Robert Gauthier (@yetticrg) tweeted a question to me (You can, too: @drdiandra). I answered it on twitter, then had that immediate panic of ‘Wait! Does the data really support my instinct?’
Spoiler: It does.
So here’s Robert’s question
It has been advocated to run all star package at a track one race and then the current package at the same track next year. Are tracks that consistent to make it a valid one to one comparison?
The idea is that you could use the All-Star race to test a rules package for that particular track. It’s a nice idea because out of necessity, you’d have to move the All-Star race around each year. The issue with that idea is that this would be a years-long experiment. And if there’s one thing people want from NASCAR, it’s speed.
But the question of consistency is relevant in another context as well: NASCAR runs 36 points races at 24 tracks, which means that we visit 12 tracks twice a year.
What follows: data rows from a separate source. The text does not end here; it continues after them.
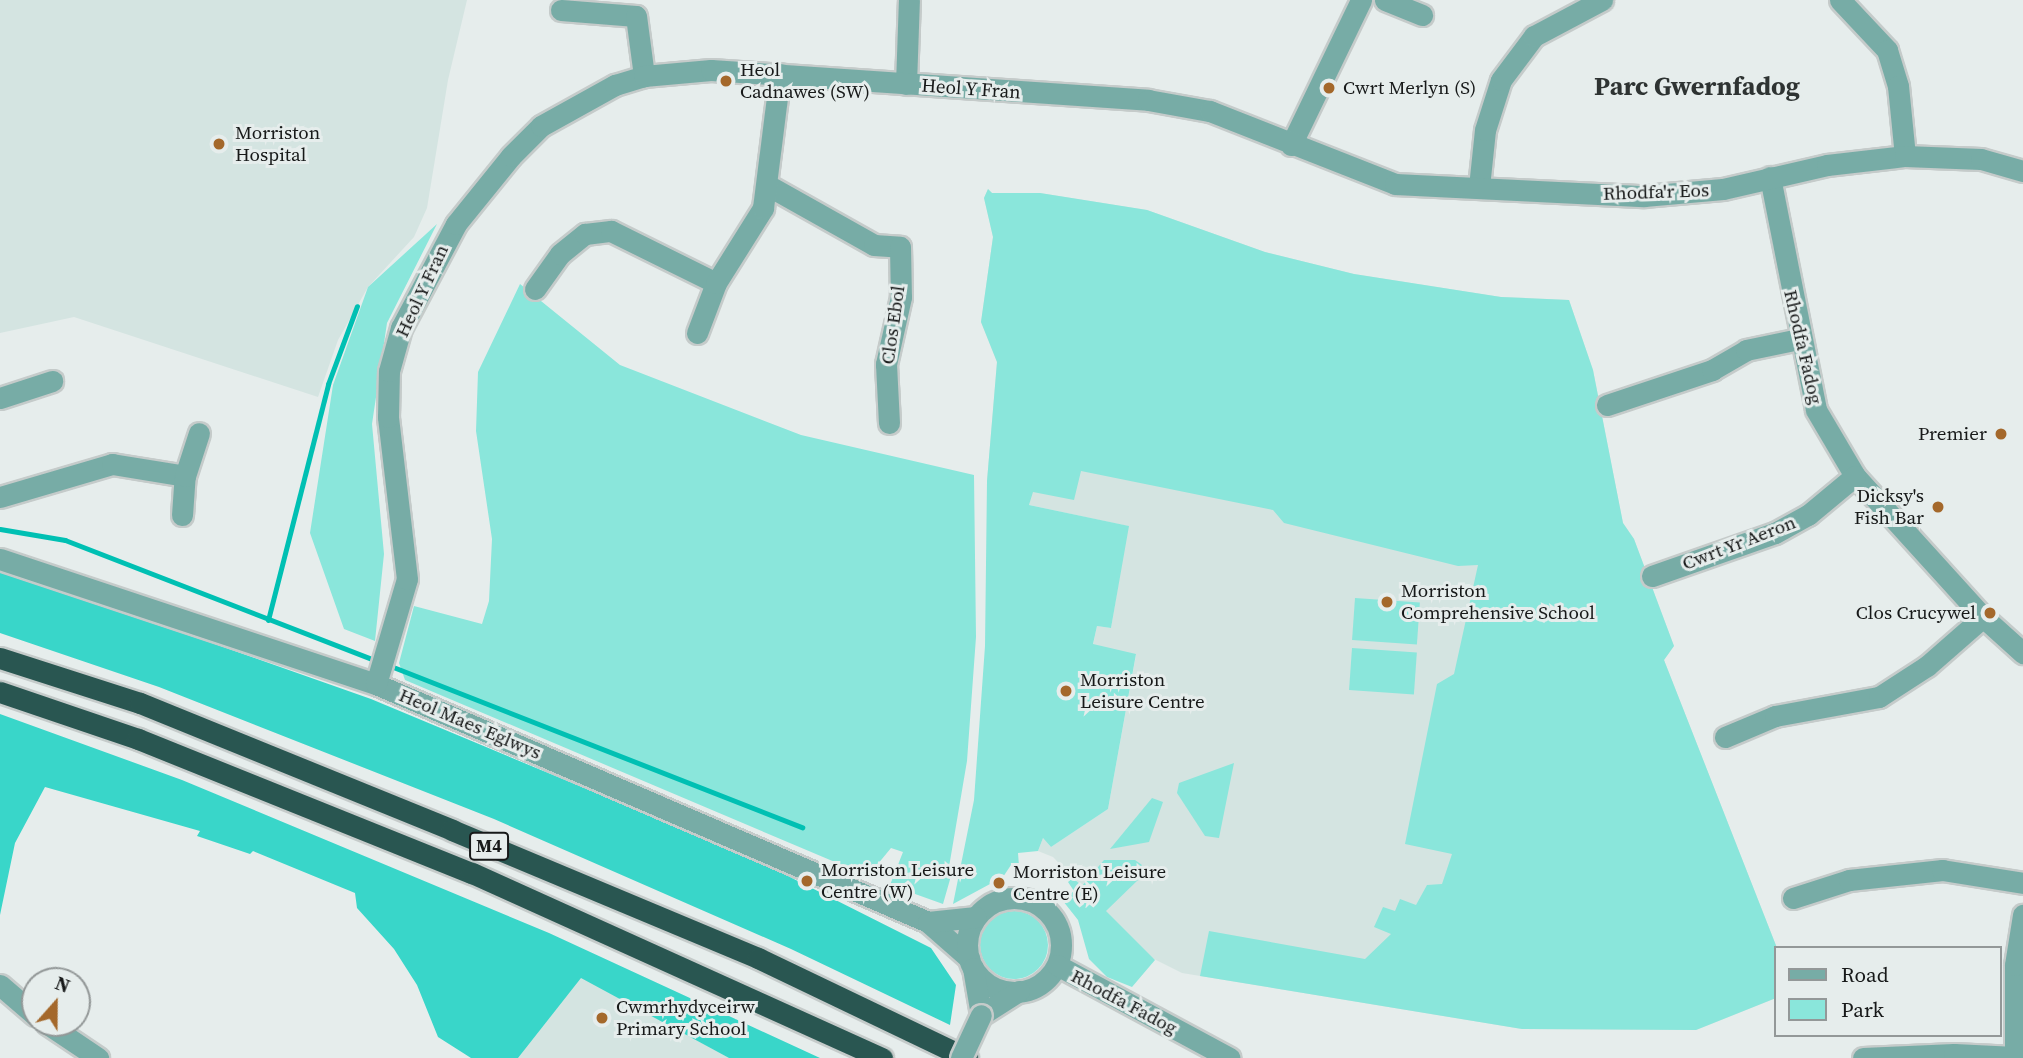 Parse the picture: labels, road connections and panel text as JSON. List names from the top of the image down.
{
  "streets": {
    "highway": ["M4"],
    "street": [
      "Heol Y Fran",
      "Rhodfa'r Eos",
      "Clos Ebol",
      "Rhodfa Fadog",
      "Cwrt Yr Aeron",
      "Heol Maes Eglwys"
    ]
  },
  "crossings": [
    ["Heol Y Fran", "Rhodfa'r Eos"],
    ["Heol Y Fran", "Heol Maes Eglwys"],
    ["Rhodfa'r Eos", "Rhodfa Fadog"],
    ["Rhodfa Fadog", "Cwrt Yr Aeron"],
    ["Rhodfa Fadog", "Heol Maes Eglwys"]
  ],
  "districts": ["Parc Gwernfadog"],
  "places": [
    "Heol Cadnawes (SW)",
    "Cwrt Merlyn (S)",
    "Morriston Hospital",
    "Premier",
    "Dicksy's Fish Bar",
    "Morriston Comprehensive School",
    "Clos Crucywel",
    "Morriston Leisure Centre",
    "Morriston Leisure Centre (W)",
    "Morriston Leisure Centre (E)",
    "Cwmrhydyceirw Primary School"
  ],
  "legend": ["Road", "Park"],
  "north": "top"
}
|Bristol||April 16||August 18|
|Daytona||February 18||July 7|
|Dover||May 6||October 7|
|Texas Motor Speedway||April 8||November 4|
|Kansas||May 12||October 21|
|Las Vegas||March 3||September 16|
|Martinsville||March 26||October 28|
|Michigan||June 10||July 12|
|Phoenix||March 11||November 11|
|Pocono||June 3||July 29|
|Richmond||April 21||September 22|
|Talladega||April 29||October 14|
Nota Bene: I was surprised. We only visit three mile-and-a-half tracks twice. With Fall Charlotte going Roval, there are only ten mile-and-a-half tracks on the schedule.
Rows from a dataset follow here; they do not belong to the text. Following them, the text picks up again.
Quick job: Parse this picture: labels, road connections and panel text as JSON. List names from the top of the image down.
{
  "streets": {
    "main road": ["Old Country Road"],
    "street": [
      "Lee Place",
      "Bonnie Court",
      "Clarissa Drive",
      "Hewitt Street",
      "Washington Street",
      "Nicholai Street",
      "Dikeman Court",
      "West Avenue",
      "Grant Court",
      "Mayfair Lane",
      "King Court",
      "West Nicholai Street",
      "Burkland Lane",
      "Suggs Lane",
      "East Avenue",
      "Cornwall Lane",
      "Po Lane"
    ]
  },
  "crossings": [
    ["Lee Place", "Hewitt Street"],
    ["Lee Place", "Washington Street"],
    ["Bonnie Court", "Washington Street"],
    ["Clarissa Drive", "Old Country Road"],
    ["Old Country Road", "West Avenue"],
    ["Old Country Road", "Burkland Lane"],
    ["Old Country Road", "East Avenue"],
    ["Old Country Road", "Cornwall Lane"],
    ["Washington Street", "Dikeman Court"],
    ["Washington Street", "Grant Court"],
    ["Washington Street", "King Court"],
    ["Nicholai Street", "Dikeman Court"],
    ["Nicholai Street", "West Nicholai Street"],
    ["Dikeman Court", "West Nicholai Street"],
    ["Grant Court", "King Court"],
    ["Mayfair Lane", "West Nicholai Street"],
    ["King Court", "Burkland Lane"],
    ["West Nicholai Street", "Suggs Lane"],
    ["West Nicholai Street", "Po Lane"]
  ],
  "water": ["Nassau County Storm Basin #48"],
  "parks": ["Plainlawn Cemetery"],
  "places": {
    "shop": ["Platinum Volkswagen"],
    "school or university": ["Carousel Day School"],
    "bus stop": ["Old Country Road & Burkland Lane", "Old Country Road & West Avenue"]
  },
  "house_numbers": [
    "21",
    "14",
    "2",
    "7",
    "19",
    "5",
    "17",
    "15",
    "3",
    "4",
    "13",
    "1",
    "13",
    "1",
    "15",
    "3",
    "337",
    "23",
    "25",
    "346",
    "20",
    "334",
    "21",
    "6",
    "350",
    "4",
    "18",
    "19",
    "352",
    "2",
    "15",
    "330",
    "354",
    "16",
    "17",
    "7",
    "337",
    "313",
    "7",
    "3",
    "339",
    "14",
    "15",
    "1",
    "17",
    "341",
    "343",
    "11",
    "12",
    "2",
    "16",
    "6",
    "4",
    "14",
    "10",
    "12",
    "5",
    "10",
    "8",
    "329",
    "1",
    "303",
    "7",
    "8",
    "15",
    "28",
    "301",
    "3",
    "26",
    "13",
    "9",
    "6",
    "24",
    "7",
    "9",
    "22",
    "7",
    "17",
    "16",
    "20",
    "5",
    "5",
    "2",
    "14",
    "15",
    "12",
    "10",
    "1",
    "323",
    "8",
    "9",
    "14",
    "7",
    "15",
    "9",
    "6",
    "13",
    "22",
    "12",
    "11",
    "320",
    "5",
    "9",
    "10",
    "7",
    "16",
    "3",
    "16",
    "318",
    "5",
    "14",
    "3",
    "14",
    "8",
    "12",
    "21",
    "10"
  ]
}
So let’s look at the question: Can you test one rules package at one race and then compare it to another package at the second race of that year? Or even the next year?
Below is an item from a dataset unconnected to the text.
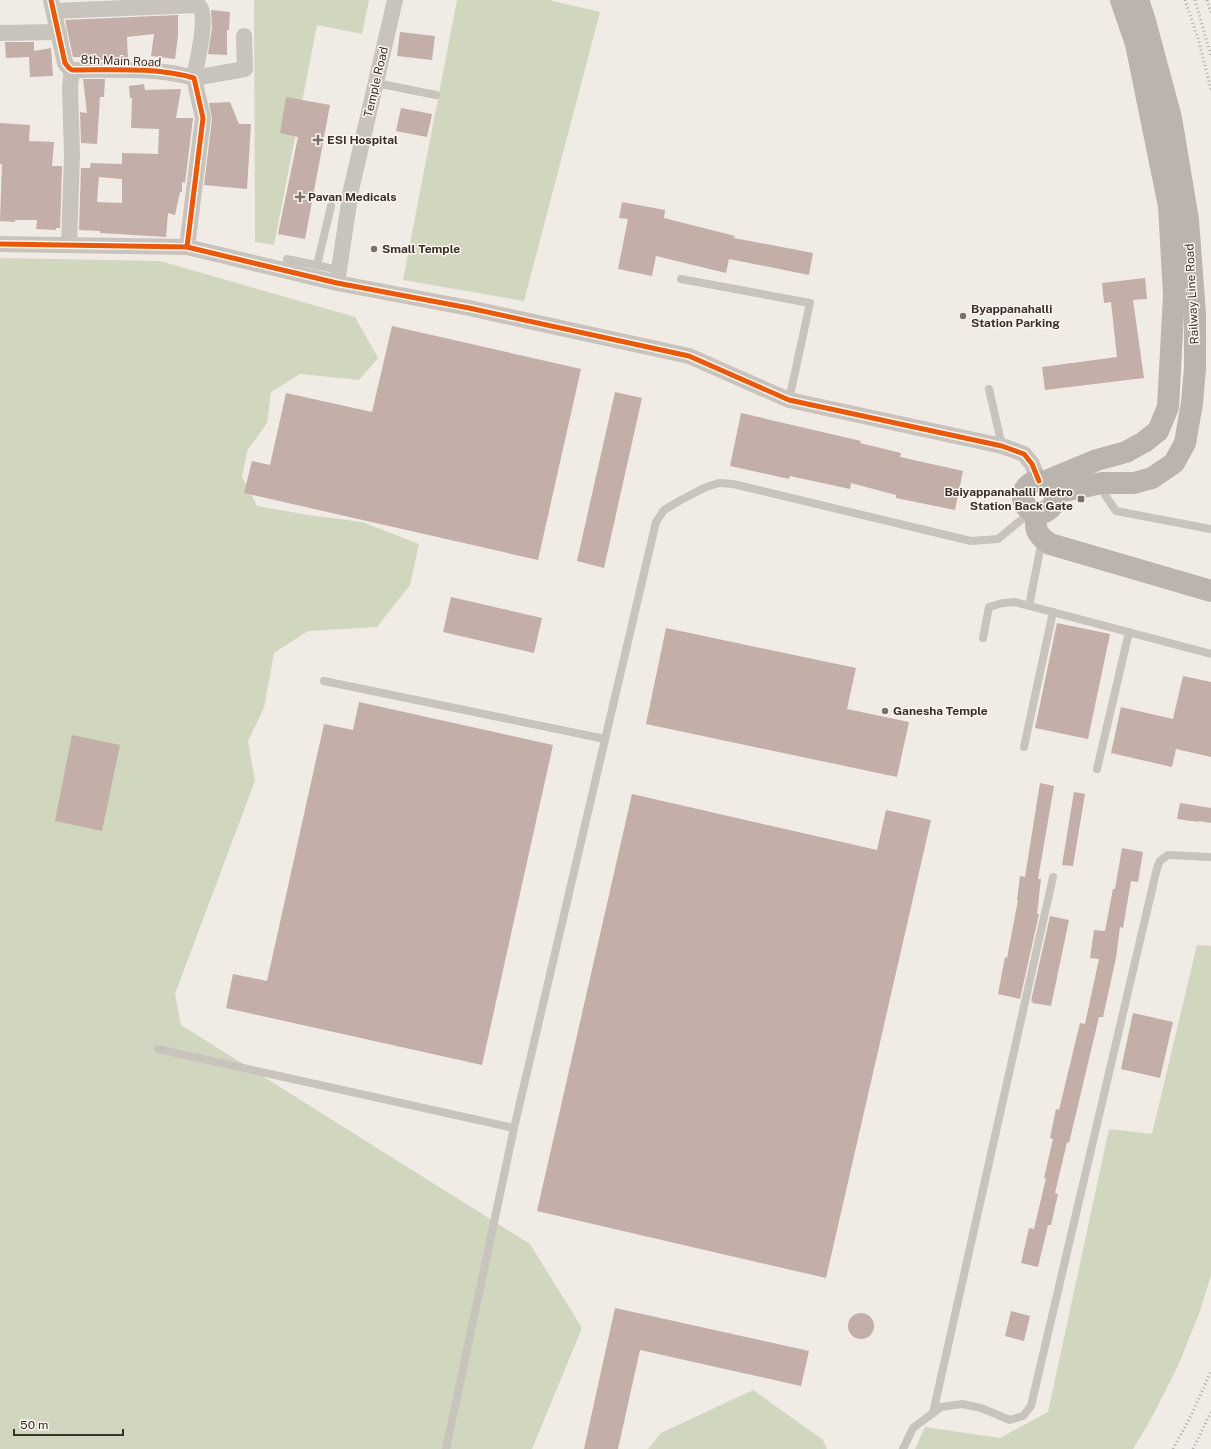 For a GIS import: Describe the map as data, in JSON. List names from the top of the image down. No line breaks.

The scientific method you learned in school, which is illustrated at the top of the blog, is wrong. It’s more like this:
The one thing you probably remember, thought, is that you had to pick one variable and then hold everything else constant. You’d plant beans and put one pot in the closet, one in the brightest window, one in the guest room where the shades are always down… and then you’d compare the effect of light on the plant growth.
These type of experiments are lovely idealizations, but possible only in laboratories, where you can control a lot of things. Any scientist or engineer who works with natural phenomena (or people) can only control limited things. Think about people who research earthquakes, supernovae, or gravitational waves. You can’t just order those up when you’ve got everything ready.
And, unlike scientists, NASCAR has to run their experiments in front of people. You can use tests to eliminate options that don’t work, but testing doesn’t replicate the conditions of a real race. If you run a stupid experiment in your lab, no one but you and a few other people know. If NASCAR screws up, everyone knows.
So is it possible to run controlled experiments of the type Robert and I have suggested? Let’s look.
NASCAR is a sanctioning body. They make the rules. But race cars are complicated and they must deal with a huge number of variables: spoiler, splitter, sway bar, track bar, four springs, four shocks, body shape…
And then each one of those variables has multiple possible values. Look at the spoiler.
And NASCAR can control each one of those. But there is one big thing that even NASCAR can’t control: the weather.
Temperature is one of the most significant variables because air temperature affects track temperature and track temperature has a huge impact on grip. And racing is all about grip. Look at the differences between night races and day races at the same track.
Let’s take Texas Motor Speedway as an example. The NOAA (National Oceanic and Atmospheric administration) website lets you look at average monthly temperatures as a function of time. They go back to 1930, but I thought going back to 1990 would be just fine. Let’s look first at April.
And yes, I know the track is closer to Fort Worth, but NOAA doesn’t have data for Fort Worth.
The average temperature in April (over these years) is 67.0°F. I plotted November on the same scale (note the suppressed zero on both) for ease of comparison
November in Dallas is, on average, nine degrees cooler (58°F). There’s not only a significant difference from April to November, there’s also a significant year-to-year variation. It was 50.9°F in 2000 and 60.6°F in 2001.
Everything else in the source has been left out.